Reafirmando esto, en un reciente video de la campaña, una magnífica Vanessa Miller menciona que en el desierto de Atacama es posible generar tanta energía solar como para exportar a otros países, alegando un potencial “liderazgo mundial en energías renovables”.
¿Liderazgo mundial? ¿Para qué competir internacionalmente? ¿No es suficiente con satisfacer las necesidades de la población local? ¿Cuál es la necesidad y las consecuencias ambientales y sociales de tomar la energía solar del desierto y transportarla a otros países? ¿Quiénes -corporaciones, comunidades o ecosistemas- se beneficiarían y quiénes -corporaciones, comunidades o ecosistemas- se verían afectados con este gran negocio?
¿Qué tal si, enfrentados según las preguntas del anterior párrafo, Hidroaysén resultara menos insustentable que el aprovechamiento solar del desierto de Atacama?
No es nuestra intención, por cierto, aceptar ni menos resolver este falso dilema, como los tantos que nos suele imponer el modelo (¿cómo generar la energía para sustentar la insustentabilidad?).
Por el contrario, hace rato que es hora de abandonar y combatir el lenguaje neoliberal, no sólo porque no sea el nuestro, sino porque es falso y perverso, porque fue impuesto primero por la dictadura de las armas y se ha mantenido por la dictadura del mercado y la codicia. Y ese lenguaje, con sus falsas verdades y sus medios, es hoy la principal arma para perpetuar las injusticias del sistema.
Ya no más.
Nosotros hablamos y hablaremos con nuestro lenguaje, no sólo porque sea nuestro, sino porque es genuino, simple y certero, porque no se lo imponemos a nadie, porque nace de la solidaridad, del amor a la naturaleza y de la incesante búsqueda de la verdad, de alguna verdad.
Así como decimos que minerales y combustibles fósiles deben quedarse bajo tierra si su extracción no es necesaria para lograr el bienestar y la felicidad de la población y causa una destrucción irreparable en comunidades y ecosistemas, decimos también que la Patagonia no puede ser inundada para generar una energía innecesaria y destructiva, como la de nuevas termoeléctricas, la de eventuales centrales nucleares o la de la megageneración solar en el desierto de Atacama, eólica en Chiloé o geotérmica en territorios indígenas.

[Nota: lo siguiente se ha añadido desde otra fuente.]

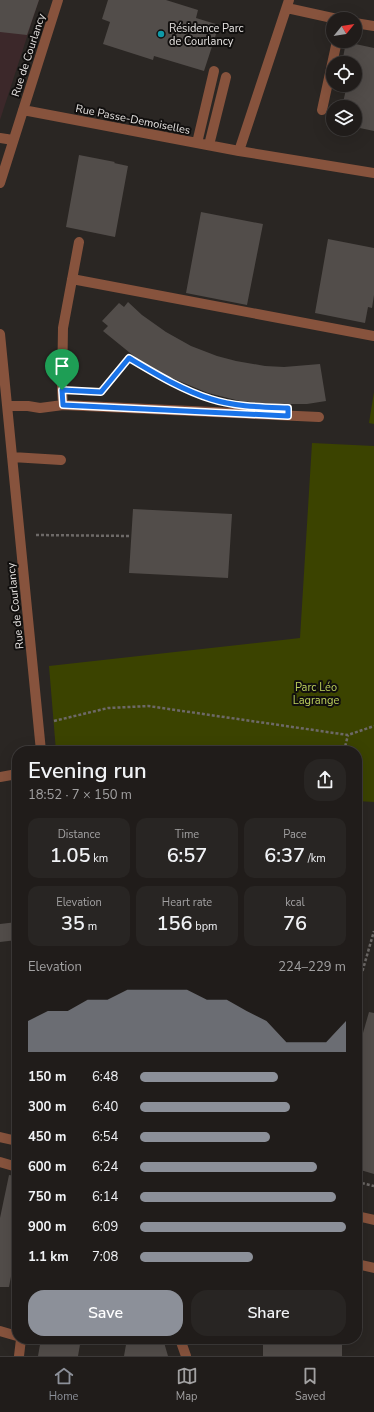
<!DOCTYPE html>
<html lang="en">
<head>
<meta charset="utf-8">
<style>
	body { margin:0; font-family:"Nunito Sans",sans-serif; background:#282523; color:#f1f3f6; height:100vh; display:flex; flex-direction:column; font-size:15px; white-space:nowrap }
	* { box-sizing:border-box; margin:0 }
	p { font-size:13px; color:#a2a1a2 }
	.icon { flex:none; width:22px; height:22px; fill:none; stroke:currentColor; stroke-width:2; stroke-linecap:round; stroke-linejoin:round }
	.map { position:relative; flex:1; overflow:hidden }
	.details { position:absolute; left:12px; top:746px; width:350px; height:598px; display:flex; flex-direction:column; background:#201c1a; border-radius:16px; box-shadow:0 4px 16px #0002,0 0 0 1px #3d3a39 }
	.details>* { flex:none }
	.needle { width:26px; rotate:60deg }
	.buttons { position:absolute; left:326px; top:12px; display:grid; gap:8px }
	.buttons a { display:grid; place-items:center; width:36px; height:36px; border-radius:50%; background:#201c1a; box-shadow:0 4px 16px #0002,0 0 0 1px #3d3a39; font-size:20px }
	.pin { position:absolute; display:grid; place-items:center; width:34px; height:34px; color:#fff; margin:-41px -17px; border-radius:50% 50% 50% 0; rotate:-45deg; box-shadow:0 0 4px #0007 }
	.pin .icon { rotate:45deg }
	.round { display:grid; place-items:center; flex:none; width:42px; height:42px; border-radius:16px; background:#282523 }
	.head { display:flex; align-items:center; justify-content:space-between; height:68px; padding:0 16px }
	h1 { font-size:22px; font-weight:600; line-height:30px }
	.metrics { display:grid; grid-template-columns:repeat(3,1fr); gap:6px; height:68px; padding:4px 16px }
	.metrics div { display:grid; align-content:center; border-radius:10px; background:#282523; text-align:center }
	.metrics b { font-size:20px; font-weight:600 }
	.metrics small { font-size:11px; font-weight:400 }
	.metrics p { font-size:11px }
	.chart { height:112px; padding:8px 16px }
	.chart p { display:flex; justify-content:space-between }
	.chart svg { width:100%; height:72px; margin-top:4px; fill:#8c9099; opacity:.7 }
	.cta { display:flex; gap:8px; margin-top:auto; padding:8px 16px }
	.cta a { flex:1; height:46px; border-radius:16px; background:#8c9099; color:#fff; font-size:16px; font-weight:600; line-height:46px; text-align:center }
	.cta a+a { background:#282523; color:#f1f3f6 }
	ul { padding:0 16px; list-style:none; font-size:13px }
	li { display:grid; grid-template-columns:64px 48px 1fr; align-items:center; height:30px }
	li i { height:10px; border-radius:5px; background:#8c9099 }
	.tabs { display:flex; justify-content:space-around; align-items:center; height:56px; border-top:1px solid #3d3a39; background:#201c1a; font-size:11px; color:#a2a1a2 }
	.tabs a { display:grid; justify-items:center; gap:2px }
	.tabs .current { color:#8c9099 }
	.map>svg:first-child { display:block }
</style>
</head>
<body>
<div class="map">
<svg width="374" height="1356" viewBox="0 0 374 1356">
	<rect width="100%" height="100%" fill="#2a2623"/>
	<path fill="#3c282a" d="M 0,0 L 39,0 L 0,120 Z"/>
	<path fill="#3b4300" d="M 374,392 L 374,424 L 369,423 Z
		M 312,443 L 374,446 L 374,802 L 357,801 L 357,751 L 56,751 L 49,666 L 300,638 Z"/>
	<path fill="#524d4a" d="M 0,0 L 39,0 L 27,35 L 0,32 Z
		M 108,0 L 166,0 L 198,10 L 196,18 L 219,25 L 204,71 L 154,56 L 153,60 L 103,44 L 110,22 L 102,19 Z
		M 346,42 L 374,48 L 374,131 L 355,127 L 355,107 L 342,107 L 347,85 L 355,85 L 355,63 L 342,63 Z
		M 79,155 L 115,162 L 114,163 L 128,166 L 115,237 L 66,227 Z
		M 201,212 L 263,224 L 247,305 L 186,293 Z
		M 328,239 L 374,248 L 374,295 L 372,308 L 368,307 L 365,323 L 315,313 Z
		M 128,302 L 142,315 L 166,332 L 191,346 L 217,356 L 236,361 L 265,366 L 284,367 L 320,364 L 326,401 L 307,404 L 274,404 L 240,401 L 208,393 L 167,376 L 135,357 L 103,331 L 108,326 L 102,321 L 119,303 L 124,307 Z
		M 133,509 L 232,514 L 228,578 L 129,573 Z
		M 17,922 L 17,940 L 0,942 L 0,924 Z
		M 369,1012 L 374,1013 L 374,1174 L 357,1169 L 357,1054 Z
		M 9,1175 L 17,1176 L 17,1245 L 9,1287 L 0,1287 L 0,1218 Z
		M 41,1339 L 81,1339 L 78,1356 L 38,1356 Z
		M 127,1339 L 163,1339 L 168,1356 L 124,1356 Z
		M 263,1339 L 342,1339 L 342,1356 L 263,1356 Z"/>
	<g fill="none" stroke-linecap="round" stroke-linejoin="round">
		<path stroke="#6d6967" stroke-width="2.5" stroke-dasharray="3 2" stroke-linecap="butt" d="M 102,390 L 129,358 L 182,388 L 197,394
			M 36,535 L 131,536
			M 54,721 L 108,708 L 148,706 L 348,735 L 374,726
			M 344,751 L 348,735
			M 357,990 L 374,931
			M 357,1182 L 374,1186"/>
		<path stroke="#87533d" stroke-width="10" d="M 287,8 L 337,19
			M 355,23 L 374,26
			M 23,110 L 239,151 L 289,0
			M 322,110 L 337,41
			M 0,138 L 13,140
			M 197,143 L 214,71
			M 209,145 L 226,77
			M 239,151 L 374,173
			M 0,183 L 58,0
			M 72,279 L 374,336
			M 0,334 L 41,751
			M 63,405 L 62,389 L 63,328 L 79,242
			M 8,406 L 28,406 L 40,408 L 63,405 L 319,417
			M 12,457 L 61,460
			M 0,777 L 17,774
			M 0,1137 L 17,1141
			M 0,1162 L 17,1167
			M 357,1216 L 374,1220
			M 357,1264 L 374,1268
			M 0,1331 L 17,1336
			M 180,1339 L 186,1356
			M 19,1356 L 21,1339"/>
	</g>
	<g fill="none" stroke-linecap="round" stroke-linejoin="round">
		<g stroke="#fff" stroke-width="8">
			<path id="route" d="M 129,358 C 156,374 182,390 211,399 C 236,407 263,407 288,408 L 288,416 L 63,405 L 62,390 L 101,392 Z"/>
		</g>
		<use href="#route" stroke="#1a73e8" stroke-width="5"/>
	</g>
	<circle fill="#0f9aa8" stroke="#110f0e" stroke-width="1.5" cx="161" cy="34" r="4"/>
	<g text-anchor="middle" stroke-width="4" stroke-linejoin="round" paint-order="stroke">
		<g font-size="11" fill="#e7e4e2" stroke="#110f0e" text-anchor="start">
			<text x="169" y="32">Résidence Parc<tspan x="169" dy="13">de Courlancy</tspan></text>
		</g>
		<g font-size="11" fill="#e7e4e2" stroke="#110f0e">
			<text transform="translate(28 55) rotate(-72)" y="4">Rue de Courlancy</text>
			<text transform="translate(133 119) rotate(11)" y="4">Rue Passe-Demoiselles</text>
			<text transform="translate(15 606) rotate(-96)" y="4">Rue de Courlancy</text>
		</g>
		<g font-size="11" fill="#bdd05d" stroke="#110f0e">
			<text x="316" y="691">Parc Léo<tspan x="316" dy="13">Lagrange</tspan></text>
		</g>
	</g>
</svg>
<div class="buttons">
<a><svg class="needle" viewBox="-14 -14 28 28"><path d="M0-13l5 13h-10z" fill="#e53935"/><path d="M0 13l5-13h-10z" fill="#a2a1a2"/></svg></a>
<a><svg class="icon" aria-label="locate" viewBox="0 0 24 24"><circle cx="12" cy="12" r="6"/><path d="M12 2v4M12 18v4M2 12h4M18 12h4"/></svg></a>
<a><svg class="icon" aria-label="layers" viewBox="0 0 24 24"><path d="M12 4l9 5-9 5-9-5zM3 14l9 5 9-5"/></svg></a>
</div>
<div class="pin" style="left:62px;top:390px;background:#1e9e55"><svg class="icon" aria-label="arrive" viewBox="0 0 24 24"><path d="M6 21V4h12l-3 4 3 4H6"/></svg></div>
<section class="details">
<div class="head"><div><h1>Evening run</h1><p>18:52 · 7 × 150 m</p></div><a class="round"><svg class="icon" aria-label="share" viewBox="0 0 24 24"><path d="M12 15V3M7 8l5-5 5 5M5 13v7h14v-7"/></svg></a></div>
<div class="metrics">
<div><p>Distance</p><b>1.05<small> km</small></b></div>
<div><p>Time</p><b>6:57</b></div>
<div><p>Pace</p><b>6:37<small> /km</small></b></div>
</div>
<div class="metrics">
<div><p>Elevation</p><b>35<small> m</small></b></div>
<div><p>Heart rate</p><b>156<small> bpm</small></b></div>
<div><p>kcal</p><b>76</b></div>
</div>
<div class="chart"><p><span>Elevation</span>224–229 m</p>
<svg viewBox="0 0 160 44" preserveAspectRatio="none"><path d="M0 44V25L10 19L20 19L30 12L40 12L50 6L60 6L70 6L80 6L90 12L100 12L110 19L120 25L130 38L140 38L150 38L160 25V44z"/></svg>
</div>
<ul>
<li><b>150 m</b>6:48<i style="width:67%"></i></li>
<li><b>300 m</b>6:40<i style="width:73%"></i></li>
<li><b>450 m</b>6:54<i style="width:63%"></i></li>
<li><b>600 m</b>6:24<i style="width:86%"></i></li>
<li><b>750 m</b>6:14<i style="width:95%"></i></li>
<li><b>900 m</b>6:09<i style="width:100%"></i></li>
<li><b>1.1 km</b>7:08<i style="width:55%"></i></li>
</ul>
<div class="cta"><a>Save</a><a>Share</a></div>
</section>
</div>
<nav class="tabs">
<a class="current"><svg class="icon" aria-label="home" viewBox="0 0 24 24"><path d="M3 11l9-7 9 7M6 9v11h12V9"/></svg>Home</a>
<a><svg class="icon" aria-label="map" viewBox="0 0 24 24"><path d="M3 6l6-2 6 2 6-2v14l-6 2-6-2-6 2zM9 4v14M15 6v14"/></svg>Map</a>
<a><svg class="icon" aria-label="saved" viewBox="0 0 24 24"><path d="M7 4h10v16l-5-4-5 4z"/></svg>Saved</a>
</nav>
</body>
</html>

Hablamos y hablaremos de un sistema energético que responda a las necesidades reales de la población, no a los intereses de los grupos económicos y las corporaciones multinacionales.
Hablamos de sistemas de generación distribuida (la generación próxima al consumo) como modelo para el desarrollo energético futuro, y hablamos de la energía comunitaria como concepto socio-político para tomar decisiones, administrar y distribuir los beneficios del sistema.
Hablamos de justicia social y ambiental en el territorio, concebido como el espacio para convivir -no competir- en armonía con la naturaleza.